**Your instructions:** Filter this material down to the lines that contain the string "setLineDash", and return those lines.

**Exercise materials:**
•••••

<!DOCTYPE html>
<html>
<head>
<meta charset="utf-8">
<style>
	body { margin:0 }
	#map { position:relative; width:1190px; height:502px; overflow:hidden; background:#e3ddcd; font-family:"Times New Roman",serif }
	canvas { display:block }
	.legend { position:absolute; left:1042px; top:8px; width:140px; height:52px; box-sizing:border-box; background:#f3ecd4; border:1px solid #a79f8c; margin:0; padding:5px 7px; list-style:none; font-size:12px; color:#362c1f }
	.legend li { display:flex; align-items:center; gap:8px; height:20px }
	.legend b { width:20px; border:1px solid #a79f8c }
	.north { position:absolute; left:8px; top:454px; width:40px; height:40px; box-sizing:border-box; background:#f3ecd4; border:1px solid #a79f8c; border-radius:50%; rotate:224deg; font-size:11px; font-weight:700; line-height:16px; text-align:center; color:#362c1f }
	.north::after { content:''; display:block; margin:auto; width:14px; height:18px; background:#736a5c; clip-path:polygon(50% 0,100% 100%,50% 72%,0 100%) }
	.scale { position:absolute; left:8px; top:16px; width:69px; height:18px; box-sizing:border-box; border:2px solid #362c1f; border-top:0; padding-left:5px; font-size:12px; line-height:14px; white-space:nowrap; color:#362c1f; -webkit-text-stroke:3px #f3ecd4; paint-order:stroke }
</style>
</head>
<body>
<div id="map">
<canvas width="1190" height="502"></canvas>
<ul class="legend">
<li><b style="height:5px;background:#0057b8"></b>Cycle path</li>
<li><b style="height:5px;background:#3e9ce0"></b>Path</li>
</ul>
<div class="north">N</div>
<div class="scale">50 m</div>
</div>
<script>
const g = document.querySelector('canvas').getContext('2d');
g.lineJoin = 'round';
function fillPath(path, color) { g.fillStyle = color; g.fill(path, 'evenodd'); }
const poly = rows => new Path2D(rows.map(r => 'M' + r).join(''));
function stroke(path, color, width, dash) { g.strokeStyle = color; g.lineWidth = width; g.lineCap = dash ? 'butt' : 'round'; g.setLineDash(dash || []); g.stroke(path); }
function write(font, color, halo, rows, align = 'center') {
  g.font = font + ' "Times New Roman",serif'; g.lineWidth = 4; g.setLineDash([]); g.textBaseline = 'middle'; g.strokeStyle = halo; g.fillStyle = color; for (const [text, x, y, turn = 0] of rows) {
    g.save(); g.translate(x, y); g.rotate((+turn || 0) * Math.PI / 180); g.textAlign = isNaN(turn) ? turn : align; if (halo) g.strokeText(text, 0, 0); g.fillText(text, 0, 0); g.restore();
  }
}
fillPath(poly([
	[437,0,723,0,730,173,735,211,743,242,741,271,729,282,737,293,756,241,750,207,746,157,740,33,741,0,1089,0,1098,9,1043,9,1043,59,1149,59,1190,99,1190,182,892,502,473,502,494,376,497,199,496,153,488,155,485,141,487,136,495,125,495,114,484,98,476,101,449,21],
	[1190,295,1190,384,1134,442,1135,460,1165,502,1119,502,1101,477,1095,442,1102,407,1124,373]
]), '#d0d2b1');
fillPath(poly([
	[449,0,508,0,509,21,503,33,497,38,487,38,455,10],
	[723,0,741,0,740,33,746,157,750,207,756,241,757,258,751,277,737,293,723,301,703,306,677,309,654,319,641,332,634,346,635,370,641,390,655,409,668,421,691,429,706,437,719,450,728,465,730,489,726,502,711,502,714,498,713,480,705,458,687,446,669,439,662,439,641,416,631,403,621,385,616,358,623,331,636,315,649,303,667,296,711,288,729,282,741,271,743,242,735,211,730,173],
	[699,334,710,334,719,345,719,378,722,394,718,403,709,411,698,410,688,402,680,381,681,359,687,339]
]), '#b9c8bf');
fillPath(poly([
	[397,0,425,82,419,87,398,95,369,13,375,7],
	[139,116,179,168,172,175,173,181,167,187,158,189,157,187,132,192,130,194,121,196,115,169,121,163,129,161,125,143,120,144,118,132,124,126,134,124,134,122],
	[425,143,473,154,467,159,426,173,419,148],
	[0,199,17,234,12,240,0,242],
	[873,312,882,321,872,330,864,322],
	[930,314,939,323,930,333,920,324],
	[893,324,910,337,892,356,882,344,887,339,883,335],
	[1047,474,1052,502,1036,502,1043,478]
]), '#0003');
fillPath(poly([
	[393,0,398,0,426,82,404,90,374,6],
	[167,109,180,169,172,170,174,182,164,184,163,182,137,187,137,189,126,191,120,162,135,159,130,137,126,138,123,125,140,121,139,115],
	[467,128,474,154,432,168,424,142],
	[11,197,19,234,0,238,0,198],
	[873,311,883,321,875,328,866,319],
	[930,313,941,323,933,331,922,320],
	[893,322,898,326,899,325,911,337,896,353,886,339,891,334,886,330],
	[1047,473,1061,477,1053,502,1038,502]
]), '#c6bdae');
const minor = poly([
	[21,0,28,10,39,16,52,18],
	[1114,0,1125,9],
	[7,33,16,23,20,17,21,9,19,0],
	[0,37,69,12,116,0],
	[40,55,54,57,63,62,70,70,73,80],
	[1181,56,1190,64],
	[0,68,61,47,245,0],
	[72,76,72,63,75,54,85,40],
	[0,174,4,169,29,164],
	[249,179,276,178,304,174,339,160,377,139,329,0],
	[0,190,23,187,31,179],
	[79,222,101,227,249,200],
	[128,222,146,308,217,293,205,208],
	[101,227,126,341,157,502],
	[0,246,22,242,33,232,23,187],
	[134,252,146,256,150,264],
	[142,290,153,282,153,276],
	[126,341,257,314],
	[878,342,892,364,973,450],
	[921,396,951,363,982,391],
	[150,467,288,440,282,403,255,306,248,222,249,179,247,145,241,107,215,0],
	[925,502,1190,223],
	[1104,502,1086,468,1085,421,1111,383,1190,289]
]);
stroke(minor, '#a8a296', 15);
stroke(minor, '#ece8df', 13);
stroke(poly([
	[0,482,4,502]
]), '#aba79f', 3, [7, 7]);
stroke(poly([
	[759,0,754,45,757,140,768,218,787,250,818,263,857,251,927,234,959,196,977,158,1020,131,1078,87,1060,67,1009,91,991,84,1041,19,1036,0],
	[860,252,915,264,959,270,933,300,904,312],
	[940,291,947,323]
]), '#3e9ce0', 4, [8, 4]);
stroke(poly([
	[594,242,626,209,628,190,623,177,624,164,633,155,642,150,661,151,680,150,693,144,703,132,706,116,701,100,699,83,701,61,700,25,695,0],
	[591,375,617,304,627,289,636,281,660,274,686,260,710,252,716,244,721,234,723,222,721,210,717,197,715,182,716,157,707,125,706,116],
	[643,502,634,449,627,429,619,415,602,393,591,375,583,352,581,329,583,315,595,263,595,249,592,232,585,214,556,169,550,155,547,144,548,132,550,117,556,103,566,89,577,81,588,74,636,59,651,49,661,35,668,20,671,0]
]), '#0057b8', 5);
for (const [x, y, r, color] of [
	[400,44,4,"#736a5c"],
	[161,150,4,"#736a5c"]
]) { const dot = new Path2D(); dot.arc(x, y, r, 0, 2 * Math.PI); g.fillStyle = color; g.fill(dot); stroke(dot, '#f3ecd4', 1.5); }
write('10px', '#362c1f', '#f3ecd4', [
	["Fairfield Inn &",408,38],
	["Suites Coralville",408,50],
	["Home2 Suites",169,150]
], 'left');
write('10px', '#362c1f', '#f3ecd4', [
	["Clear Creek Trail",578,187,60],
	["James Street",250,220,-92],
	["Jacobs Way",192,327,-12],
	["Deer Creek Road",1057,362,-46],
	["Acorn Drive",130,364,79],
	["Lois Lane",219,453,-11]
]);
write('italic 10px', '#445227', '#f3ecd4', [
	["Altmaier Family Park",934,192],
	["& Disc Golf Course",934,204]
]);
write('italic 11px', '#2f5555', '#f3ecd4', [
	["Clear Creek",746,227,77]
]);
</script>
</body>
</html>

•••••

**Output for this task:**
function stroke(path, color, width, dash) { g.strokeStyle = color; g.lineWidth = width; g.lineCap = dash ? 'butt' : 'round'; g.setLineDash(dash || []); g.stroke(path); }
  g.font = font + ' "Times New Roman",serif'; g.lineWidth = 4; g.setLineDash([]); g.textBaseline = 'middle'; g.strokeStyle = halo; g.fillStyle = color; for (const [text, x, y, turn = 0] of rows) {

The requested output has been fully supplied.